ASSIGNMENT>
Go through the entries below and copy every line that holds the word "white".

SUPPLIED RECORDS>
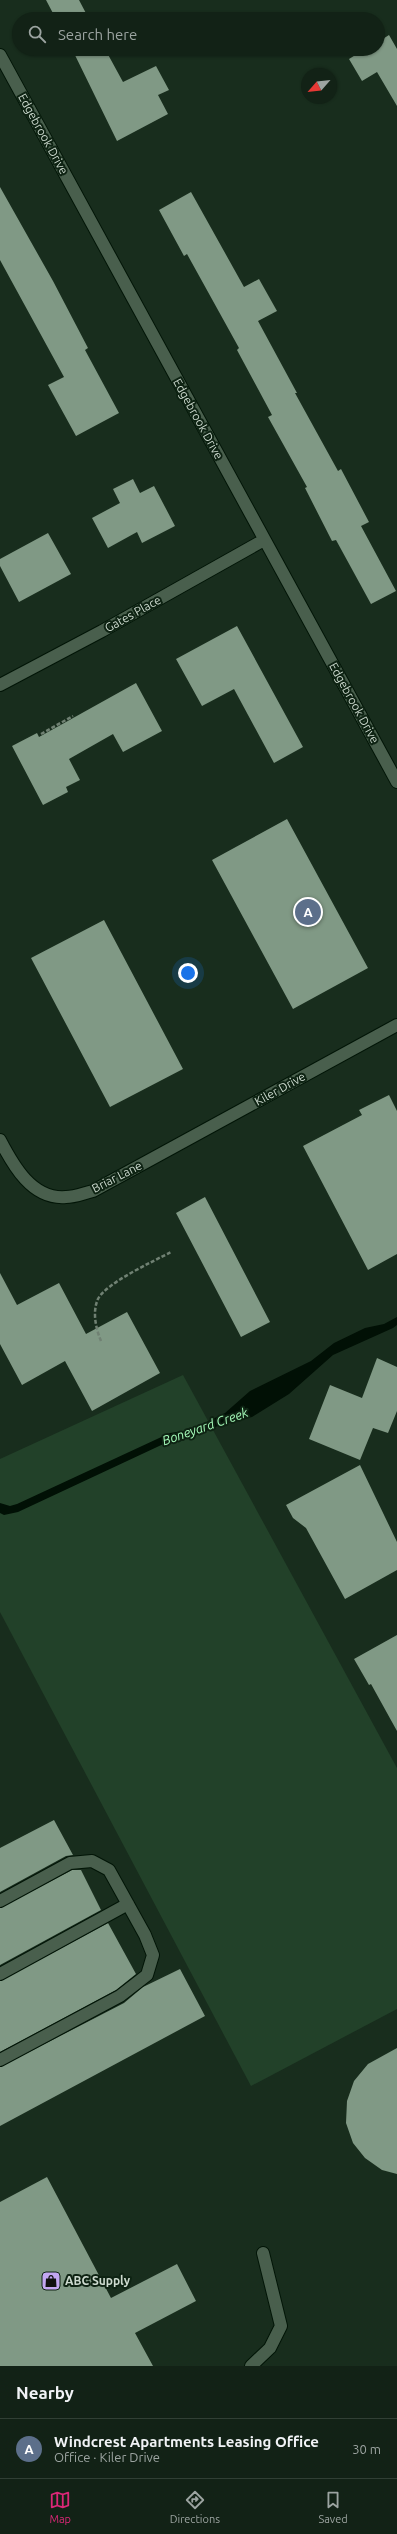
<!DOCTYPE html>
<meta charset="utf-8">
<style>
:root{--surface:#122216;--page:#1f2f23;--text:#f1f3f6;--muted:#9ca4a1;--line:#313f35;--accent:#db2777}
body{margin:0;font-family:Ubuntu,sans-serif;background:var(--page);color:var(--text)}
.compass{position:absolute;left:301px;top:68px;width:36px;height:36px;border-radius:50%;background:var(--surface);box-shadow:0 1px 3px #0004;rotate:242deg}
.you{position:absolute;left:188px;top:973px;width:14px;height:14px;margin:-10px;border:3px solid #fff;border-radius:50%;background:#1a73e8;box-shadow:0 0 0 6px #1a73e833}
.badge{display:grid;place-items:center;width:26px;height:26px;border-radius:50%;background:var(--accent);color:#fff;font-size:13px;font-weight:700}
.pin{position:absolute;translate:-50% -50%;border:2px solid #fff;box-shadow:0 1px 4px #0006}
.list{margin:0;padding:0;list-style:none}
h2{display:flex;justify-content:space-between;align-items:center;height:52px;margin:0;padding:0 16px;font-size:17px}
h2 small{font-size:13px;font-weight:400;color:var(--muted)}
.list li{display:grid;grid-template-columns:26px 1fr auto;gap:12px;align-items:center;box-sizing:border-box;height:60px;padding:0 16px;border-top:1px solid var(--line)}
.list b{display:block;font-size:15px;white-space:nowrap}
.list p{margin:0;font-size:13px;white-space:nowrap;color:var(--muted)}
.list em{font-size:13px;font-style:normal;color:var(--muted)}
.icon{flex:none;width:22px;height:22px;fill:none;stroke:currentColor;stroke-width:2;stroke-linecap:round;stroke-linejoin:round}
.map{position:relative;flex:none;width:397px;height:2366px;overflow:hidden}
.search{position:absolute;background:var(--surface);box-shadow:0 1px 3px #0004;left:12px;right:12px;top:12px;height:44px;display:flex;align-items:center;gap:10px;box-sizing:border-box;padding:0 14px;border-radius:22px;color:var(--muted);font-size:15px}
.sheet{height:112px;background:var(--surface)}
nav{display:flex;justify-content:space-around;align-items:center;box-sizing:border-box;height:56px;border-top:1px solid var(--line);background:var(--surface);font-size:11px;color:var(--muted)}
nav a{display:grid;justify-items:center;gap:2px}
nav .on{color:var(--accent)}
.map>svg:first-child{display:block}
.green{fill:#224129}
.water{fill:#011005}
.building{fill:#809985}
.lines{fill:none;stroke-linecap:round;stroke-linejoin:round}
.lane-casing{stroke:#021507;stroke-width:14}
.street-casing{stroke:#021507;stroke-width:14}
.path{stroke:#708173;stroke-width:2.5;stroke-dasharray:4 2;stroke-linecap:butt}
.lane{stroke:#495f4d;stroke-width:12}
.street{stroke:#495f4d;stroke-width:12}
.labels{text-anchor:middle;stroke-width:4;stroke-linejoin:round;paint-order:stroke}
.street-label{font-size:12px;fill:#cddacf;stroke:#0e2313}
.poi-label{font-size:12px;font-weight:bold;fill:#cddacf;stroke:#0e2313;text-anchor:start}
.water-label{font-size:13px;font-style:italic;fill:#a6fcba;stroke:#0e2313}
</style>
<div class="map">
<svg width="397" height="2366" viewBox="0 0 397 2366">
<rect width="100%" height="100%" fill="#182d1d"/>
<!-- green -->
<path class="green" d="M 183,1375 L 397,1768 L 397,2009 L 251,2086 L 0,1612 L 0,1459 Z"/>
<!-- water -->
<path class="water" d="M 397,1317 L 397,1325 L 393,1328 L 333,1355 L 289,1394 L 252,1417 L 220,1425 L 187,1439 L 172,1440 L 18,1512 L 4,1515 L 0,1513 L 0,1503 L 10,1506 L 17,1504 L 170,1433 L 190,1430 L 225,1413 L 250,1391 L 311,1361 L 334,1343 L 365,1328 L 384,1324 Z"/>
<!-- building -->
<path class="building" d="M 46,0 L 79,0 L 89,19 L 56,19 Z
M 389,35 L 397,49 L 397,106 L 377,72 L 362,81 L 349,59 L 365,49 L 378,49 L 378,42 Z
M 72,49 L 105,49 L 123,82 L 156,66 L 169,90 L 158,95 L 168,114 L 117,141 Z
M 0,187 L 53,281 L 88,348 L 85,350 L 119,413 L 76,436 L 48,385 L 64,377 L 0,260 Z
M 191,192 L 244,287 L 259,279 L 277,311 L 258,321 L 297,393 L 295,393 L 338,471 L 341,469 L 369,522 L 361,526 L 396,591 L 371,604 L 336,540 L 332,541 L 305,488 L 307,487 L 268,417 L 272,415 L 237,350 L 239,348 L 187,254 L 184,256 L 159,210 Z
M 133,479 L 140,493 L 154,486 L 175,526 L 142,543 L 137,532 L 108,548 L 92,518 L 120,503 L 113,489 Z
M 48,533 L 71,574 L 19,602 L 0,566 L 0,559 Z
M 237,626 L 303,747 L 274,763 L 234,689 L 202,706 L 176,659 Z
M 136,683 L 162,731 L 123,752 L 113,734 L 69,759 L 80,780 L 66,787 L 68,792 L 43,805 L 12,746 L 37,733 L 39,737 Z
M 287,819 L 368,968 L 293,1009 L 212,860 Z
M 104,920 L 183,1069 L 110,1107 L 31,958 Z
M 389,1095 L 397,1111 L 397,1254 L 368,1270 L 303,1146 L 362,1115 L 359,1110 Z
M 205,1197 L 270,1322 L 241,1337 L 176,1213 Z
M 0,1273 L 17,1305 L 59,1283 L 86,1334 L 127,1312 L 160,1373 L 92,1411 L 65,1361 L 22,1385 L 0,1344 Z
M 377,1358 L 397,1367 L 397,1411 L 388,1433 L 373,1428 L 360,1460 L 309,1439 L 330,1385 L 362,1398 Z
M 360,1465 L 397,1542 L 397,1570 L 345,1599 L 306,1528 L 293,1518 L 286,1505 Z
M 397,1635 L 397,1731 L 371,1684 L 369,1685 L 354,1659 Z
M 54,1820 L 73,1855 L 66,1856 L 0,1892 L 0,1848 Z
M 72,1870 L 81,1870 L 101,1910 L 0,1965 L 0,1908 Z
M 108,1923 L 136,1974 L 116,1990 L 0,2052 L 0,1981 Z
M 180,1969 L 205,2016 L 0,2126 L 0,2067 L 124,2003 L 143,1987 Z
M 397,2048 L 397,2174 L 382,2170 L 365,2158 L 353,2143 L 346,2123 L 347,2101 L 354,2081 L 368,2064 Z
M 47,2177 L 111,2298 L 177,2264 L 196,2301 L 135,2333 L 153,2366 L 0,2366 L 0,2202 Z"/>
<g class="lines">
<defs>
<path id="lane" d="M 0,1901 L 70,1863 L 92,1861 L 109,1870 L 145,1935 L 153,1955 L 147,1975 L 120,1996 L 0,2060
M 0,1974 L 128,1904
M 251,2366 L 270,2348 L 281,2326 L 263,2253"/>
<path id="street" d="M 0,55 L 397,782
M 0,685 L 102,631 L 264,540
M 0,1140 C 13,1165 32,1200 66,1197 C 75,1197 84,1193 93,1191 L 397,1025"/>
</defs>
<!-- lane casing -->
<use href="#lane" class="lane-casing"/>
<!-- street casing -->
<use href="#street" class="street-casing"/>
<!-- path -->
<path class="path" d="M 41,734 L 73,716
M 101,1341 C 96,1329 92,1312 98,1299 C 106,1283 154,1261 171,1252"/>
<!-- lane -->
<use href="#lane" class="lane"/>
<!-- street -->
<use href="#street" class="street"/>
</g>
<!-- icons -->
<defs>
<symbol id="shop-square" viewBox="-11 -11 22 22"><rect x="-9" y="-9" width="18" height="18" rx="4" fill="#c3a7f2" stroke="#0e2313"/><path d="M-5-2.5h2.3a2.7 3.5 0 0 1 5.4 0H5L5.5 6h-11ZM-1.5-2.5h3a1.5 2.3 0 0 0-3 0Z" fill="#111"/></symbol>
</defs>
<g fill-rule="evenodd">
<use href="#shop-square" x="40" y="2270" width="22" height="22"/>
</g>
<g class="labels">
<!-- street labels -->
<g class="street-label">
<text transform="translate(43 134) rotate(61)" y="4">Edgebrook Drive</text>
<text transform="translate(198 419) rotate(61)" y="4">Edgebrook Drive</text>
<text transform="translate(133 614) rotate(-29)" y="4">Gates Place</text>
<text transform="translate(354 703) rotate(61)" y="4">Edgebrook Drive</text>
<text transform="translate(280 1089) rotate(-29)" y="4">Kiler Drive</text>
<text transform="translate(117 1177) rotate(-27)" y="4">Briar Lane</text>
</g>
<!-- poi labels -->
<g class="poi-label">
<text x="65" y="2285">ABC Supply</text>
</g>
<!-- water labels -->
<g class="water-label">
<text transform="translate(205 1426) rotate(-19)" y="5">Boneyard Creek</text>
</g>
</g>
</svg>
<svg class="compass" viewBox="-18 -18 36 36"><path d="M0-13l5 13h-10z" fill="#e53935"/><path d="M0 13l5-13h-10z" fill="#9ca4a1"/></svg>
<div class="you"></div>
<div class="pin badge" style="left:308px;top:912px;background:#5c6f8a">A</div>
<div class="search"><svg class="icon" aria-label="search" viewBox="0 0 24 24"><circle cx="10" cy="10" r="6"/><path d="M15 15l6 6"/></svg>Search here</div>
</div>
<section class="sheet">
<h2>Nearby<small></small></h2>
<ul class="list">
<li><span class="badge" style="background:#5c6f8a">A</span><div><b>Windcrest Apartments Leasing Office</b><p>Office · Kiler Drive</p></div><em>30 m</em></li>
</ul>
</section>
<nav>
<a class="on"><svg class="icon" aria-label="map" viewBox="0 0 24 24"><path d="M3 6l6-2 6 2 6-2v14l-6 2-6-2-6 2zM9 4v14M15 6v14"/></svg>Map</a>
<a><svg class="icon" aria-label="directions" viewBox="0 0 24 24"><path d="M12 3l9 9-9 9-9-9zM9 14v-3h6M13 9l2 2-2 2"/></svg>Directions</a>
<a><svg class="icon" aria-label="saved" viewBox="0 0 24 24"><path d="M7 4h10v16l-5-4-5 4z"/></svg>Saved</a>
</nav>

EXERCISE RESPONSE>
.list b{display:block;font-size:15px;white-space:nowrap}
.list p{margin:0;font-size:13px;white-space:nowrap;color:var(--muted)}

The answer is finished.